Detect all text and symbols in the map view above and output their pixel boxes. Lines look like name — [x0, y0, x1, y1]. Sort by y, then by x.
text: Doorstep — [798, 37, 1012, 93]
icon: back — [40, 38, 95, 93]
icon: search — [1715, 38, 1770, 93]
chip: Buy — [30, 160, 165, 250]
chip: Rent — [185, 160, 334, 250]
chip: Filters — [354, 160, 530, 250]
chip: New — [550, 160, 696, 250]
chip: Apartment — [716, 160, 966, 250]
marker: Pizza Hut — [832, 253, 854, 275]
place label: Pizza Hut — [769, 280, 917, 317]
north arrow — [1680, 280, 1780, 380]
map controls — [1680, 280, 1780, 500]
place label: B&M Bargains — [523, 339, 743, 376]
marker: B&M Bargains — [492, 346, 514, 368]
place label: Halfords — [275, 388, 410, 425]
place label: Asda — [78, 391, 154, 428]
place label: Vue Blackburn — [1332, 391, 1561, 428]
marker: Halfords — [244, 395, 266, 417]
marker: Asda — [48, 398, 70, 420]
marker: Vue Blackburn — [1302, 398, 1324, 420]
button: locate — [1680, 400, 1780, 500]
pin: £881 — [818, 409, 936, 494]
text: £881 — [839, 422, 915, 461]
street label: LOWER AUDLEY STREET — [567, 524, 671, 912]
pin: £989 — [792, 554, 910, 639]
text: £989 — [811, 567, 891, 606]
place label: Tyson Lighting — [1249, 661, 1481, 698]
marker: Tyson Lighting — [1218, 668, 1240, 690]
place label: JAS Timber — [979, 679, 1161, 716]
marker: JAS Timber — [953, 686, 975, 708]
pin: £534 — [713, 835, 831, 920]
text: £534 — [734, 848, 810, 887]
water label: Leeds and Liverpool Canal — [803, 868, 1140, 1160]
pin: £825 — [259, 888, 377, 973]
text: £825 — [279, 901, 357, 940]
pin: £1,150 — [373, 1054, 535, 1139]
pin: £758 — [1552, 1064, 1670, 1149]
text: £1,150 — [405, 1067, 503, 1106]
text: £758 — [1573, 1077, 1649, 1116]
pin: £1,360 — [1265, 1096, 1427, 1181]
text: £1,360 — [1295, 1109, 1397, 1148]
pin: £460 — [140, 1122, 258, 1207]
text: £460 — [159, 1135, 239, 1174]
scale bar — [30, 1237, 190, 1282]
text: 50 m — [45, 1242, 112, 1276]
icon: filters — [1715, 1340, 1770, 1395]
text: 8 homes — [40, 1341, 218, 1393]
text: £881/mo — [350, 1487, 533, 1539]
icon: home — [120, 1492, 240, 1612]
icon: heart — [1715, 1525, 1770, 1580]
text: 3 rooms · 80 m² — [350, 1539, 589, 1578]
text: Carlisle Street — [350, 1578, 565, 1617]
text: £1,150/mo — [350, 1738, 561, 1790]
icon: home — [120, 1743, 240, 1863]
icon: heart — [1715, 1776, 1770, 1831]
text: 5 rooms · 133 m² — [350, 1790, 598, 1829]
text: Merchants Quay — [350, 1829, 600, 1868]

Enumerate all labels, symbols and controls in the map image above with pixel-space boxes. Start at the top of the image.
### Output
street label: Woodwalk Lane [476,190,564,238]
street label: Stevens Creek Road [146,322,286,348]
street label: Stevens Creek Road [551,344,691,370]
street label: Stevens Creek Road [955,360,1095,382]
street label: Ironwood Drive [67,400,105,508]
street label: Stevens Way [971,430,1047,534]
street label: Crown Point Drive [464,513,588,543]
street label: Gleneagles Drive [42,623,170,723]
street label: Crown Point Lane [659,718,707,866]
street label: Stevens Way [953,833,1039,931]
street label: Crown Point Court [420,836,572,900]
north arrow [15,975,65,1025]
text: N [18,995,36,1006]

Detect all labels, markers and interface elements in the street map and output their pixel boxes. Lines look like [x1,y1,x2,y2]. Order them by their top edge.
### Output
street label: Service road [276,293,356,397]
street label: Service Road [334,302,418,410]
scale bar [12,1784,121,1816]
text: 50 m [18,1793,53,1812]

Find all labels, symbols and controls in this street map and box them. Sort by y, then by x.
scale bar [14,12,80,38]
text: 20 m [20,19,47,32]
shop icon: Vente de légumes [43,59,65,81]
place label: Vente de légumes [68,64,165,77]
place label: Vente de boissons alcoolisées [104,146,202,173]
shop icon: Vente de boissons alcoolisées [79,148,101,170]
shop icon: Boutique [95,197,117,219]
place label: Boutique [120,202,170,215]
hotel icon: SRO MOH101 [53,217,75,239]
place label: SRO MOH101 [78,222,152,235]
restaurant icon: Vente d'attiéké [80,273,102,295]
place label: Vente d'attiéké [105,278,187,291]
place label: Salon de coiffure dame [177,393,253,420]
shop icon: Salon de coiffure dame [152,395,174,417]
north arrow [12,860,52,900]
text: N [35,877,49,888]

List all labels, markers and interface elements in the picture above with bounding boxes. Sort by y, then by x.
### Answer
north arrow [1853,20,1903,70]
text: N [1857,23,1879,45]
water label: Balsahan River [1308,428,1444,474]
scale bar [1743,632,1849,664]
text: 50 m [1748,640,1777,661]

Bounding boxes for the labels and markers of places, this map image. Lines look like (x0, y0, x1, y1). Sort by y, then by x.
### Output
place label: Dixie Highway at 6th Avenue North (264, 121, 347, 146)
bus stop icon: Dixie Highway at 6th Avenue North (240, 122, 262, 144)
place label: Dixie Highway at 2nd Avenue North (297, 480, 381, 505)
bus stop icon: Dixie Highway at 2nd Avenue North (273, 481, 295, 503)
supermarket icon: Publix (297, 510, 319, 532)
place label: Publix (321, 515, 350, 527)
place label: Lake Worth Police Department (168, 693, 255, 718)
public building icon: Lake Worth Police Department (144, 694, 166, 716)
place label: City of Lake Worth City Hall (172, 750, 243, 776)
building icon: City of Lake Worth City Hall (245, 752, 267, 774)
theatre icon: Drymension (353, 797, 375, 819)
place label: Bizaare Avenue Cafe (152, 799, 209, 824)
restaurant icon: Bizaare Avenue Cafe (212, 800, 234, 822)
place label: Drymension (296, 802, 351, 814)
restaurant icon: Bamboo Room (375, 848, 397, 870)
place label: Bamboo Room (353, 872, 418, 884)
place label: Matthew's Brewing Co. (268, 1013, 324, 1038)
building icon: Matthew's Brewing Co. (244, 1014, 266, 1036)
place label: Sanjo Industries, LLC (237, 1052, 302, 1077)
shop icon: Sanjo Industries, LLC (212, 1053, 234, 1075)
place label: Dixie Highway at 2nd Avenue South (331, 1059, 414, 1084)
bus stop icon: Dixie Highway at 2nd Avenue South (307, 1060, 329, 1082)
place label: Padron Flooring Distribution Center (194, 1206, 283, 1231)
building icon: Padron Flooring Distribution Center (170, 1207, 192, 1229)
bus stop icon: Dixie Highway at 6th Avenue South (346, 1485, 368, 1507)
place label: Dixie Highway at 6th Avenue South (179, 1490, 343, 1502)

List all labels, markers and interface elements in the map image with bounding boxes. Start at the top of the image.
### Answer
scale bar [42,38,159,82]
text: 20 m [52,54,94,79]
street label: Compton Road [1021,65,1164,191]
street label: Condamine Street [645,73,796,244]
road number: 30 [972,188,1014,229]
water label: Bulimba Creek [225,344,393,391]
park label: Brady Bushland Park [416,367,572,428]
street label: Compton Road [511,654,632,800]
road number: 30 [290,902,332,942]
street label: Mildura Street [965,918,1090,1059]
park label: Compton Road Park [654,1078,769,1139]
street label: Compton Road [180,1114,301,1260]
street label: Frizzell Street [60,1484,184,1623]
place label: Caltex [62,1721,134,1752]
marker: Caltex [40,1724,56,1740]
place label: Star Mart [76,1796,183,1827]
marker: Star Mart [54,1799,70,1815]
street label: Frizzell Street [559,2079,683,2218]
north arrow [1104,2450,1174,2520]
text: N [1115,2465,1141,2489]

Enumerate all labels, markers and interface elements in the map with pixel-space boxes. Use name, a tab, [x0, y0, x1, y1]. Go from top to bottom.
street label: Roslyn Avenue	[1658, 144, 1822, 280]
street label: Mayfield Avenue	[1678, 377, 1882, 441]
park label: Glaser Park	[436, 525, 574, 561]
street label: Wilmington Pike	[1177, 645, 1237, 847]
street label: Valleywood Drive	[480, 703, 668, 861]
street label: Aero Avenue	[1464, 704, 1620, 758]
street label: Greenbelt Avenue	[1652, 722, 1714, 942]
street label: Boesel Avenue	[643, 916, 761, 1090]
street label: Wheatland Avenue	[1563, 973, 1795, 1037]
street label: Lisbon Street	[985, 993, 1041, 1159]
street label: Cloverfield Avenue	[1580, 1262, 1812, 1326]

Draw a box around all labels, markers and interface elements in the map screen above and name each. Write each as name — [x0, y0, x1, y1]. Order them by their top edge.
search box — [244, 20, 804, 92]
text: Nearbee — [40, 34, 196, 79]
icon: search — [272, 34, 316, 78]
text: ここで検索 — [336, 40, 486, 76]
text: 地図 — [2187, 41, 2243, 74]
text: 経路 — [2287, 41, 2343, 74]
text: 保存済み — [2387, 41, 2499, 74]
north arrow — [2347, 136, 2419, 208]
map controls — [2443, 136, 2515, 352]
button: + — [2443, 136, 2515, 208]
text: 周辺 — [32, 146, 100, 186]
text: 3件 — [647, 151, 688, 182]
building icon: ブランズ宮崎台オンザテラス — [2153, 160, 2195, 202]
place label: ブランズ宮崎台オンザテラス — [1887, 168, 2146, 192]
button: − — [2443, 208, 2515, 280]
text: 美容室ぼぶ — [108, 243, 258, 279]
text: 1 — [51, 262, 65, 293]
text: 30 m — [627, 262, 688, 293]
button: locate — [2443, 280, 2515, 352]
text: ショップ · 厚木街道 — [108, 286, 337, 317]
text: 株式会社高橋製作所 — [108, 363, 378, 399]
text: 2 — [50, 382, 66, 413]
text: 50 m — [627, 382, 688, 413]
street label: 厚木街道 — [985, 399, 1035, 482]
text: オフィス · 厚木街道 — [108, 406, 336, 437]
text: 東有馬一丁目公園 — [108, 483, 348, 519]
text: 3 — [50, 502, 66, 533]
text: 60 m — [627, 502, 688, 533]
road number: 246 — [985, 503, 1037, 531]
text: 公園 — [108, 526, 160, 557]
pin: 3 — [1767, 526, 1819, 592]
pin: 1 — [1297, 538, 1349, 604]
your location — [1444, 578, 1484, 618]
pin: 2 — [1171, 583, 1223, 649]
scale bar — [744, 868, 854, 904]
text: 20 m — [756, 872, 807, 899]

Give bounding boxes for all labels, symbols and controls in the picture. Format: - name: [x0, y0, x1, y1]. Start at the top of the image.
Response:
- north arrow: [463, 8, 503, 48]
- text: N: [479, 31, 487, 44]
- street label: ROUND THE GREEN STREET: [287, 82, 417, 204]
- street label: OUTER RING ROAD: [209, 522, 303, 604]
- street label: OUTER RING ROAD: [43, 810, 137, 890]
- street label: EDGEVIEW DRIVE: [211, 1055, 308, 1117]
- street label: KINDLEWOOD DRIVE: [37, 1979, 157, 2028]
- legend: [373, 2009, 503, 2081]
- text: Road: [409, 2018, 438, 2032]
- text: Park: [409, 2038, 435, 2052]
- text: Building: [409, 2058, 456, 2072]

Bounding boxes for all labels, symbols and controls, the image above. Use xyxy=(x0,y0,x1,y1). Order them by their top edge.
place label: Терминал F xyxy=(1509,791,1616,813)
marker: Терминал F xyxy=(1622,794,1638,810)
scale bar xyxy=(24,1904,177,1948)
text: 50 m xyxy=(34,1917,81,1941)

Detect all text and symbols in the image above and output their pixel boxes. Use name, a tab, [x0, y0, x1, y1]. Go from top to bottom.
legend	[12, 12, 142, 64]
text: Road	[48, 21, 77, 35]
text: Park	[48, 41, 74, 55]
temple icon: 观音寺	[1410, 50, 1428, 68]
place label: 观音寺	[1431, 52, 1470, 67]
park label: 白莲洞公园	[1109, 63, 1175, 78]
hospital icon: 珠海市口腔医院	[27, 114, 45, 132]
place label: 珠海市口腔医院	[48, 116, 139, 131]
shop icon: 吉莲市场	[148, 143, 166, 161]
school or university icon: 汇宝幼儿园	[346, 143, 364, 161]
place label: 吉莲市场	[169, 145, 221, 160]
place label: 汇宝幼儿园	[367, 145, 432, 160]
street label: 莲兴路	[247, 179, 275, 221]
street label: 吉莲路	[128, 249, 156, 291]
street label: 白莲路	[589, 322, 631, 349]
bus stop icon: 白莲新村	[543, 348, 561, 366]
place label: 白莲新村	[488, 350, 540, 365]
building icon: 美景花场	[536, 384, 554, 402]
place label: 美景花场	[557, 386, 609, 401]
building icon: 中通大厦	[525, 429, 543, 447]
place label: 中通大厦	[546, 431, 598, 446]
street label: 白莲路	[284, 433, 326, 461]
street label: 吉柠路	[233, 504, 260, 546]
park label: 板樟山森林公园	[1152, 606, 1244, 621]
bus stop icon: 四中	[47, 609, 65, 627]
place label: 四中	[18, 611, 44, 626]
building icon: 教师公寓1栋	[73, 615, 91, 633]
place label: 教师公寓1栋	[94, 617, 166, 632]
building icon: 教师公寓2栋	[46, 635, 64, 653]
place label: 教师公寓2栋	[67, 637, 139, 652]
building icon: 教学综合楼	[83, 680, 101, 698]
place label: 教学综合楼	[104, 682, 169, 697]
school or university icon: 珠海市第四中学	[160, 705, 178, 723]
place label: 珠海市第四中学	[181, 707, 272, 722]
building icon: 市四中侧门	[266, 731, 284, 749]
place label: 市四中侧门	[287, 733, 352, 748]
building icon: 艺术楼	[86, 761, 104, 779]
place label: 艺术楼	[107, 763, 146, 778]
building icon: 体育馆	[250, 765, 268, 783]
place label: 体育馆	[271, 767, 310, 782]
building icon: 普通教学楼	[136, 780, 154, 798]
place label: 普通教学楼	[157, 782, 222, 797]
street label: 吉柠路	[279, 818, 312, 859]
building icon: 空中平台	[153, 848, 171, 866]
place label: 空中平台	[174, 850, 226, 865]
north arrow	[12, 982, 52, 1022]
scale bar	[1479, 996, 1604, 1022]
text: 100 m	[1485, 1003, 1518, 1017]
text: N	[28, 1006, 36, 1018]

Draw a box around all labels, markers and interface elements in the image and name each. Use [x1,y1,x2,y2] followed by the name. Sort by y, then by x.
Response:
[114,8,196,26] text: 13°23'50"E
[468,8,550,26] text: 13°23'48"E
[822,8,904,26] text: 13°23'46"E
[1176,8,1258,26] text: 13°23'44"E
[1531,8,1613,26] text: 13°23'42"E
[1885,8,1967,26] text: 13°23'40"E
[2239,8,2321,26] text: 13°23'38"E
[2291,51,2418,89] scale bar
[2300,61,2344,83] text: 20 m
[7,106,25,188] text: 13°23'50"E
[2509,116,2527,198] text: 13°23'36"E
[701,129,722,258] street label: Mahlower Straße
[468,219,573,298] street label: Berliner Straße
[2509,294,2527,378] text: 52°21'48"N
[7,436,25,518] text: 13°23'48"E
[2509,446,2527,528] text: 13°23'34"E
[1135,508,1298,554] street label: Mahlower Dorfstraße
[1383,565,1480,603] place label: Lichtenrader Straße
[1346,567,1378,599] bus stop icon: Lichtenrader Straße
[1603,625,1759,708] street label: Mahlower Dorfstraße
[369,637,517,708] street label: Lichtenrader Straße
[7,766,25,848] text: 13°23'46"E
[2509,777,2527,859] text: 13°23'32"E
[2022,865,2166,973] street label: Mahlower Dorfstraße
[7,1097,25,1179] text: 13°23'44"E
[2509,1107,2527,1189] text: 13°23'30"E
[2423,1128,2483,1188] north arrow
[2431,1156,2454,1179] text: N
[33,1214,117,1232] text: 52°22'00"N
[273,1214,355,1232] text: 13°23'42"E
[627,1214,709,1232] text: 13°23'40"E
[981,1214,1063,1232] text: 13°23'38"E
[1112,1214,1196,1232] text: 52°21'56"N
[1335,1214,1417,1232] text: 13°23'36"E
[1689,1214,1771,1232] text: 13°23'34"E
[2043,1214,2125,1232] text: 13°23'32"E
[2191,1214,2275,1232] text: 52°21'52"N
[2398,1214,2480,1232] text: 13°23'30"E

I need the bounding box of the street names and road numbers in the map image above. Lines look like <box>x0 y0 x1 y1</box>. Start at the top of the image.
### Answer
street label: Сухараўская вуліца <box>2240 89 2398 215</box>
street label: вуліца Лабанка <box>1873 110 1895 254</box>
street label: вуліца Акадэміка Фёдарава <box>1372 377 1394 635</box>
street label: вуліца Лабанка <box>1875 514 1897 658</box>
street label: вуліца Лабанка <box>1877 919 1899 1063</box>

*Task requirements*
Read the listing. Copy each line that has the word "Lichtenrader" in it.

*Result of this task*
[1383,565,1480,603] place label: Lichtenrader Straße
[1346,567,1378,599] bus stop icon: Lichtenrader Straße
[369,637,517,708] street label: Lichtenrader Straße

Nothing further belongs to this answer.